Received: 23 May 2013
Accepted: 10 Jun 2013

*Address correspondence and reprints request to: Abdulaziz Al-Sawai, Senior Specialist Dental, Sultanate of Oman, Ministry of Health, Muscat, Sultanate of Oman.
E-mail: ibtaisam@hotmail.com

How to cite this article

Al-Sawai. Leadership of Healthcare Professionals: Where Do We Stand? Oman Med J 2013 Jul; 28(4):285-287.

How to cite this URL

Al-Sawai. Leadership of Healthcare Professionals: Where Do We Stand? Oman Med J 2013 Jul; 28(4):285-287. Available from http://www.omjournal.org/fultext_PDF.aspx?DetailsID=405&type=fultext


Leadership has been described as the behavior of an individual when directing the activities of a group toward a shared goal.

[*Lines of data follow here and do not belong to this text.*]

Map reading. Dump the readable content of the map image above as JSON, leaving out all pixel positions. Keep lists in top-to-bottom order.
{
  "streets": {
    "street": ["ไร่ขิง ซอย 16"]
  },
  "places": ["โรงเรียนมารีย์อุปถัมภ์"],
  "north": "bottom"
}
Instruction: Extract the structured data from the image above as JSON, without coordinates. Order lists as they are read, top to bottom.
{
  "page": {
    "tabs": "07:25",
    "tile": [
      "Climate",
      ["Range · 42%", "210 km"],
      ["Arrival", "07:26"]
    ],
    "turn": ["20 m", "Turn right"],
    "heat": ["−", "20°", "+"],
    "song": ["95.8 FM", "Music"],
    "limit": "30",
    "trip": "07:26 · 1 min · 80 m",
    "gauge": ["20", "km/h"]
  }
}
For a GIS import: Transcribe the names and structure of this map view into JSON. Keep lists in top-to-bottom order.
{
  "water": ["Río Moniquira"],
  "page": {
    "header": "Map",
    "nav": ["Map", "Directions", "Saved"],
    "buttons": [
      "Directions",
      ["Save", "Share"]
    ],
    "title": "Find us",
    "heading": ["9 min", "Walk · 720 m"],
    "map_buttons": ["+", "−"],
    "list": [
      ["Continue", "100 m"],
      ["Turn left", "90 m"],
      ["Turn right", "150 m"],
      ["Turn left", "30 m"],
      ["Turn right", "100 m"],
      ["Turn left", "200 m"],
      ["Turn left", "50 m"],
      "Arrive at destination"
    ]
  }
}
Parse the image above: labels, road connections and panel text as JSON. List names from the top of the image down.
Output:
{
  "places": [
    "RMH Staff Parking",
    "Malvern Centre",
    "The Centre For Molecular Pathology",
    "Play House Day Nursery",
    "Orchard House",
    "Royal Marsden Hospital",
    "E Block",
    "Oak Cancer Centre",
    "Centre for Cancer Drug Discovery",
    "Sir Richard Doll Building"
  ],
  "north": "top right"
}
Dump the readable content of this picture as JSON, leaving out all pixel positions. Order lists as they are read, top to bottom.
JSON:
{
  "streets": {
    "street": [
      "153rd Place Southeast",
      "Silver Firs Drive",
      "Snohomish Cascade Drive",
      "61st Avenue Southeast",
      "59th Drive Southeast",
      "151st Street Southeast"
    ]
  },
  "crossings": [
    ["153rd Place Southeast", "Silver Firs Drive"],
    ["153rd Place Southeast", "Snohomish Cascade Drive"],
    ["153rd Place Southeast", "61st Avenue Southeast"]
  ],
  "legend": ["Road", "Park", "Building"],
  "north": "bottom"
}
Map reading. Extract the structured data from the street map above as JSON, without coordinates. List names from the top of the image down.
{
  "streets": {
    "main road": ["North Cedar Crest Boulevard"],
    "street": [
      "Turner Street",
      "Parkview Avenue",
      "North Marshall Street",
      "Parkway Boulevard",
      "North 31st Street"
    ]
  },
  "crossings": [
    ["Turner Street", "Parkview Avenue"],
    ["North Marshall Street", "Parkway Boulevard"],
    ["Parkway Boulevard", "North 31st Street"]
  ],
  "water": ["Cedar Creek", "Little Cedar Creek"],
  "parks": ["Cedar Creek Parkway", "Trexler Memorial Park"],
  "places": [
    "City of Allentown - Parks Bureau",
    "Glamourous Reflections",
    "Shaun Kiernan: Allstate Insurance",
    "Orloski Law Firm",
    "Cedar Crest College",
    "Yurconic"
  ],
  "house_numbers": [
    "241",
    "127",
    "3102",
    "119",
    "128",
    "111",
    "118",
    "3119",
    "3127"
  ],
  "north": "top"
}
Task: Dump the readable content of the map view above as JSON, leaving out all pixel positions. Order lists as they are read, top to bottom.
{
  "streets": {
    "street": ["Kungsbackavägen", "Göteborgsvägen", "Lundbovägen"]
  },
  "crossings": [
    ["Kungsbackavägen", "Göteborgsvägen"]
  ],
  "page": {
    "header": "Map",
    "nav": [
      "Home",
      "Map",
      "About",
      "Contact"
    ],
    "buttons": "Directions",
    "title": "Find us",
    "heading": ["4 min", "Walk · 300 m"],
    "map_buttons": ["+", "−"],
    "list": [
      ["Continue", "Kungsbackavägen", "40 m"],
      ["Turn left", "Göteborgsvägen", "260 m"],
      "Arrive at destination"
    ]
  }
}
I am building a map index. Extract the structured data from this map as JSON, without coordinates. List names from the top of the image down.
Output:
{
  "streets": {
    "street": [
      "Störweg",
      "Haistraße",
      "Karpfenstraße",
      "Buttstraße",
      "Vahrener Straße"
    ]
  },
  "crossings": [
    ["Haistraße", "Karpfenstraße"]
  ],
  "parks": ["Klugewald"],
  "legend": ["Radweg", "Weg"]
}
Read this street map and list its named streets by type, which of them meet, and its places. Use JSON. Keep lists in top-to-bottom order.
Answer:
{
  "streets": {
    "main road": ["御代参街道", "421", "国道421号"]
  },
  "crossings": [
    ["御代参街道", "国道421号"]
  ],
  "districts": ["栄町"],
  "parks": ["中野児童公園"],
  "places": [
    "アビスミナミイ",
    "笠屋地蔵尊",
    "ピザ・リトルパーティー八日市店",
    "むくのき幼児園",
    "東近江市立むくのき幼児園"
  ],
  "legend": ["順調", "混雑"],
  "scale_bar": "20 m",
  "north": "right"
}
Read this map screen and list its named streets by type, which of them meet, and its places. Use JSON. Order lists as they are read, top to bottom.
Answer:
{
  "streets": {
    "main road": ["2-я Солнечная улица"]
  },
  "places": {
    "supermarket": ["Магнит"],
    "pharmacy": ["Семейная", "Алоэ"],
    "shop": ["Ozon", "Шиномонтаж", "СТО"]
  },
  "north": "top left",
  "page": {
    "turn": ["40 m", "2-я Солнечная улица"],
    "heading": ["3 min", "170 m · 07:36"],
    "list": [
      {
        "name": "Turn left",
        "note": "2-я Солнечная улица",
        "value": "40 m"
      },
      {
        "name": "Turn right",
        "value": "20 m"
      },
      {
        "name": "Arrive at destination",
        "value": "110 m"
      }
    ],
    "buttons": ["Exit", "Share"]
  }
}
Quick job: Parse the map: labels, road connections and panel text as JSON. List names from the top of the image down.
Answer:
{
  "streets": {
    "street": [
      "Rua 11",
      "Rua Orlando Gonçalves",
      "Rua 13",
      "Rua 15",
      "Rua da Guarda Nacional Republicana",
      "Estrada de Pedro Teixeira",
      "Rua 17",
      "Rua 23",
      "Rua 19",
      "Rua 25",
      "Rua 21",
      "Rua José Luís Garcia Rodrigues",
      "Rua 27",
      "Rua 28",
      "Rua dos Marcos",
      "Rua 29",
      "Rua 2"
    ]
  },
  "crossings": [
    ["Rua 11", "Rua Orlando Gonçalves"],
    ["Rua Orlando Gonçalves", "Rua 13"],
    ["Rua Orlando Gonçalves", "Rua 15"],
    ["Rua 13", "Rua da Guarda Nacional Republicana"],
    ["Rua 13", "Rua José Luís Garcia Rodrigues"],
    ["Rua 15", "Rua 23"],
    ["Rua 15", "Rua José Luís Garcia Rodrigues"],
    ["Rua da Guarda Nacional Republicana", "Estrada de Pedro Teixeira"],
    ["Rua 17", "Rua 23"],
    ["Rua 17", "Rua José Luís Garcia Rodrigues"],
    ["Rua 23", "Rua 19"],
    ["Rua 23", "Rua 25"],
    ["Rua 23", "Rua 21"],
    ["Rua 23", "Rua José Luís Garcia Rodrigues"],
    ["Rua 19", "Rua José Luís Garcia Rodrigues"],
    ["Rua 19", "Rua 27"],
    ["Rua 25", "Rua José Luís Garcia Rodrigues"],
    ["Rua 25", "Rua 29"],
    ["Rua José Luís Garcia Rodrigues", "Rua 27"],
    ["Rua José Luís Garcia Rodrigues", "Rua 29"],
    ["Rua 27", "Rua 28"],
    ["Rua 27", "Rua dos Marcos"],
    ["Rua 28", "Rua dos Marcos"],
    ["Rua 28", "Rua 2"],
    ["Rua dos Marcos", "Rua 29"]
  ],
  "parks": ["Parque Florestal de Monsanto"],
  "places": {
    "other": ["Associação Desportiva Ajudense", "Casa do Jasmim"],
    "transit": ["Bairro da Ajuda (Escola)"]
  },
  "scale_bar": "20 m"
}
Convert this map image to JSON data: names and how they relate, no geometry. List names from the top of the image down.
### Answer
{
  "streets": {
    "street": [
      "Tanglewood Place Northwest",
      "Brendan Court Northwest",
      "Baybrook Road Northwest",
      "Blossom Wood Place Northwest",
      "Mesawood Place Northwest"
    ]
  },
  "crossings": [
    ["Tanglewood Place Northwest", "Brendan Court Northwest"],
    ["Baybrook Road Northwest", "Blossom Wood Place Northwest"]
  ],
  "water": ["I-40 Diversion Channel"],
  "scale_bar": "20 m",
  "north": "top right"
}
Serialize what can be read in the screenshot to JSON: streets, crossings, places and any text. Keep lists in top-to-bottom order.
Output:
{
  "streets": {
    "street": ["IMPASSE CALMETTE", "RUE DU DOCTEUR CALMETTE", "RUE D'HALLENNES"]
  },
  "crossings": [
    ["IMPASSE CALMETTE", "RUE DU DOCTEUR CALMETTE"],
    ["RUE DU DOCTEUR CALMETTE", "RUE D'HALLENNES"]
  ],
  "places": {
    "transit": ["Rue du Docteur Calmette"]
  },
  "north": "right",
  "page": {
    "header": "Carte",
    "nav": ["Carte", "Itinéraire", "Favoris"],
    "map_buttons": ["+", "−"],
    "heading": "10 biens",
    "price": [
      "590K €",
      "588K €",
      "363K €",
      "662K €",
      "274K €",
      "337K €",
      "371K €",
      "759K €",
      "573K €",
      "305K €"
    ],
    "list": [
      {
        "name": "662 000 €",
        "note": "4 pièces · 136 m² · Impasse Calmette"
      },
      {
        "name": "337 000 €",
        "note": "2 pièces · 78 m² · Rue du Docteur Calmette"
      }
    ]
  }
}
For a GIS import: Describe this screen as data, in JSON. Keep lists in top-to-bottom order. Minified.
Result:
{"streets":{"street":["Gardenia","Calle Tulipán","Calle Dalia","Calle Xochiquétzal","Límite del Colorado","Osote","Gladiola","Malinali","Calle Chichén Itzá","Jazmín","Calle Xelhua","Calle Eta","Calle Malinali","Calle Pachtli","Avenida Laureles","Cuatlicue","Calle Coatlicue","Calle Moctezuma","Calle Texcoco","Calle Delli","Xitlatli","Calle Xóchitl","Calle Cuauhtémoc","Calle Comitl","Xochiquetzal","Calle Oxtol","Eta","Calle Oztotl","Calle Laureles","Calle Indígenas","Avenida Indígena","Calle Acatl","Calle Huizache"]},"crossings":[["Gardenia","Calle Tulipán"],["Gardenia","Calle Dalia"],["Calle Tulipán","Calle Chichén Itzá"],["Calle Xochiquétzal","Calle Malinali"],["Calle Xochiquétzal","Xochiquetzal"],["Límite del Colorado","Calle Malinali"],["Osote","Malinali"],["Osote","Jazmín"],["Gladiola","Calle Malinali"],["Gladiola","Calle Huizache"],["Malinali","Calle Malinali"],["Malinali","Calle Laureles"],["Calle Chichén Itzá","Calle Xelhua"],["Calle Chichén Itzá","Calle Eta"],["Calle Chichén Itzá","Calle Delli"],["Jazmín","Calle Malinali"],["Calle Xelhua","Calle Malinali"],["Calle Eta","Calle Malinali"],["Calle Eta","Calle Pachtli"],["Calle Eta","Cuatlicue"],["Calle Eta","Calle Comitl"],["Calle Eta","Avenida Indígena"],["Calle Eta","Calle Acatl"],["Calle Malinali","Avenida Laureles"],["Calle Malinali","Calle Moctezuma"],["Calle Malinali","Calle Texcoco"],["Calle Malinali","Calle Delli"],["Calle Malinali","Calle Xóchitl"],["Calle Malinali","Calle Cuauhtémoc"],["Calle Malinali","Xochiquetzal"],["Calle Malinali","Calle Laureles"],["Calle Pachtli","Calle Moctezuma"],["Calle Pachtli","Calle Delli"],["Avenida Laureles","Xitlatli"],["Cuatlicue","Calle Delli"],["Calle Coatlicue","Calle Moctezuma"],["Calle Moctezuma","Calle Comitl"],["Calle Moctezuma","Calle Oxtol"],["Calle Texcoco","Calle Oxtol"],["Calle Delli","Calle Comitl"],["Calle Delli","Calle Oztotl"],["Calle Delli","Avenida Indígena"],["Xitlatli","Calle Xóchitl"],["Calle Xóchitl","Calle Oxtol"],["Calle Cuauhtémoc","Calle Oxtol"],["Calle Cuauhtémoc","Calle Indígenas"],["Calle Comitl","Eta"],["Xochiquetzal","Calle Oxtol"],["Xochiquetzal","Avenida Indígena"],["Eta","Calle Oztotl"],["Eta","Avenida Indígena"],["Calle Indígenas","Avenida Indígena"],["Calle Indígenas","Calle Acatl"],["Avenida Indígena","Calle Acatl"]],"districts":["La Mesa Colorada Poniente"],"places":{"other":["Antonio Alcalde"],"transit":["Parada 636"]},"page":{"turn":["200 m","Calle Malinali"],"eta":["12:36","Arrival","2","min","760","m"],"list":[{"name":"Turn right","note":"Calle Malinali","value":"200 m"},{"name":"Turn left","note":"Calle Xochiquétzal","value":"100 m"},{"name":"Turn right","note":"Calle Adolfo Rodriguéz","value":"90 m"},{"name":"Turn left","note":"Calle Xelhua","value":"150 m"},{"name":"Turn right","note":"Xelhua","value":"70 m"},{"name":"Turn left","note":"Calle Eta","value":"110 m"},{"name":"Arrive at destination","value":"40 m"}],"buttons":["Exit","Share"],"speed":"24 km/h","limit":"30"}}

The key aspects of the leadership role involves influencing group activities and coping with change. A difficulty when considering leadership of healthcare professionals is that most theories were not developed within a healthcare context but were usually developed for the business setting and then applied to healthcare. Published researches provide little evidence that such leadership initiatives are associated with improvements in patient care or organizational outcomes when applied in the healthcare setting.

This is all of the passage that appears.